It's a strange moment when you realize that you don't want to be alive anymore. If I had feelings, I'm sure I would have felt surprised. I have spent the vast majority of my life actively attempting to survive. Ever since my most distant single-celled ancestor squiggled into existence, there has been an unbroken chain of things that wanted to stick around.
Yet there I was, casually wishing that I could stop existing in the same way you'd want to leave an empty room or mute an unbearably repetitive noise.
That wasn't the worst part, though. The worst part was deciding to keep going.
When I say that deciding to not kill myself was the worst part, I should clarify that I don't mean it in a retrospective sense. From where I am now, it seems like a solid enough decision. But at the time, it felt like I had been dragging myself through the most miserable, endless wasteland, and — far in the distance — I had seen the promising glimmer of a slightly less miserable wasteland. And for just a moment, I thought maybe I'd be able to stop and rest. But as soon as I arrived at the border of the less miserable wasteland, I found out that I'd have to turn around and walk back the other way.
Soon afterward, I discovered that there's no tactful or comfortable way to inform other people that you might be suicidal. And there's definitely no way to ask for help casually.
I didn't want it to be a big deal. However, it's an alarming subject. Trying to be nonchalant about it just makes it weird for everyone.
I was also extremely ill-prepared for the position of comforting people. The things that seemed reassuring at the time weren't necessarily comforting for others.
I had so very few feelings, and everyone else had so many, and it felt like they were having all of them in front of me at once. I didn't really know what to do, so I agreed to see a doctor so that everyone would stop having all of their feelings at me.
The next few weeks were a haze of talking to relentlessly hopeful people about my feelings that didn't exist so I could be prescribed medication that might help me have them again.

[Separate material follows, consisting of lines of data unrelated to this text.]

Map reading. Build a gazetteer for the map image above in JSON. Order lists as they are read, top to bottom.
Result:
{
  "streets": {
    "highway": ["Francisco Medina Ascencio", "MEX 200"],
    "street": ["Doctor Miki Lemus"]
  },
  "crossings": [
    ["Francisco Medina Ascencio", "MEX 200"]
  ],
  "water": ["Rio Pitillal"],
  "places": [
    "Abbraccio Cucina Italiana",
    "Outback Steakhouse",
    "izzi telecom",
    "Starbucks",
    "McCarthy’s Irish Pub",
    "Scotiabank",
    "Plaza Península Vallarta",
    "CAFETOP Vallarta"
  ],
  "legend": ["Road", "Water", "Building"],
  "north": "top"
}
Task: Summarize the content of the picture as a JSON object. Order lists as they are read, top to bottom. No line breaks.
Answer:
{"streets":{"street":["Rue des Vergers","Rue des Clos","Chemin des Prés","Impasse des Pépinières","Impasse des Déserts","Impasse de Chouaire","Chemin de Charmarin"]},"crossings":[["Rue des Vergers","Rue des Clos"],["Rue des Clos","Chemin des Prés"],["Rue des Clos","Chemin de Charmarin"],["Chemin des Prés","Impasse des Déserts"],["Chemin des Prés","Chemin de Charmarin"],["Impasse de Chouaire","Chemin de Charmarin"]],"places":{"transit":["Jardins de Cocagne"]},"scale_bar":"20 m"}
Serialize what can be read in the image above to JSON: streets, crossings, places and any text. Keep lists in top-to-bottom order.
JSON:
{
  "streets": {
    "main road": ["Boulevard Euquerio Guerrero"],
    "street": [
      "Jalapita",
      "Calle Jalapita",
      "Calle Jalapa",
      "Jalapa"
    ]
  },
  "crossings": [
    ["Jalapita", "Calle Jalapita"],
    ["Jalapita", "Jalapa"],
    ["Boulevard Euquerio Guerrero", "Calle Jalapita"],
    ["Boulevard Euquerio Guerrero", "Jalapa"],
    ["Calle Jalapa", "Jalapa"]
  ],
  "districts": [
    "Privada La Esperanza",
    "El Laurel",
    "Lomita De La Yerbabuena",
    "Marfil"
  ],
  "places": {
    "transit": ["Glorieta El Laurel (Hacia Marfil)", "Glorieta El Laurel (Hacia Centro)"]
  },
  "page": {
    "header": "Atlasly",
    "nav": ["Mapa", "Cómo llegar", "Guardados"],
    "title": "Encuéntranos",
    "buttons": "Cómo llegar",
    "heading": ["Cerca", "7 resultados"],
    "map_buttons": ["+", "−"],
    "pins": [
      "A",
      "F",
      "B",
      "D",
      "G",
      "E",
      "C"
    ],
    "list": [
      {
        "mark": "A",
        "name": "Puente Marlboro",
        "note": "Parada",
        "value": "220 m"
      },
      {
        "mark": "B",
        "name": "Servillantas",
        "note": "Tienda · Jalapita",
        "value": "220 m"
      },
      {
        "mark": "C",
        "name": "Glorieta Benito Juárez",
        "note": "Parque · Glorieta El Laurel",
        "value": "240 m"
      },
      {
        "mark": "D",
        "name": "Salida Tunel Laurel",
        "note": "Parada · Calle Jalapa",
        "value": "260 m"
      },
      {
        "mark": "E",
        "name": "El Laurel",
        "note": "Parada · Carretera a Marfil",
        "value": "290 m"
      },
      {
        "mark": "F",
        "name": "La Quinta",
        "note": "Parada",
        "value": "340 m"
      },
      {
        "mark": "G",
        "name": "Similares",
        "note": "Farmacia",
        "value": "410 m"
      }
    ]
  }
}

And every direction was bullshit for a really long time, especially up. The absurdity of working so hard to continue doing something you don't like can be overwhelming. And the longer it takes to feel different, the more it starts to seem like everything might actually be hopeless bullshit.
My feelings did start to return eventually. But not all of them came back, and they didn't arrive symmetrically.
I had not been able to care for a very long time, and when I finally started being able to care about things again, I HATED them. But hatred is technically a feeling, and my brain latched onto it like a child learning a new word.
Hating everything made all the positivity and hope feel even more unpalatable. The syrupy, over-simplified optimism started to feel almost offensive.
Thankfully, I rediscovered crying just before I got sick of hating things. I call this emotion "crying" and not "sadness" because that's all it really was. Just crying for the sake of crying. My brain had partially learned how to be sad again, but it took the feeling out for a joy ride before it had learned how to use the brakes or steer.
At some point during this phase, I was crying on the kitchen floor for no reason. As was common practice during bouts of floor-crying, I was staring straight ahead at nothing in particular and feeling sort of weird about myself. Then, through the film of tears and nothingness, I spotted a tiny, shriveled piece of corn under the refrigerator.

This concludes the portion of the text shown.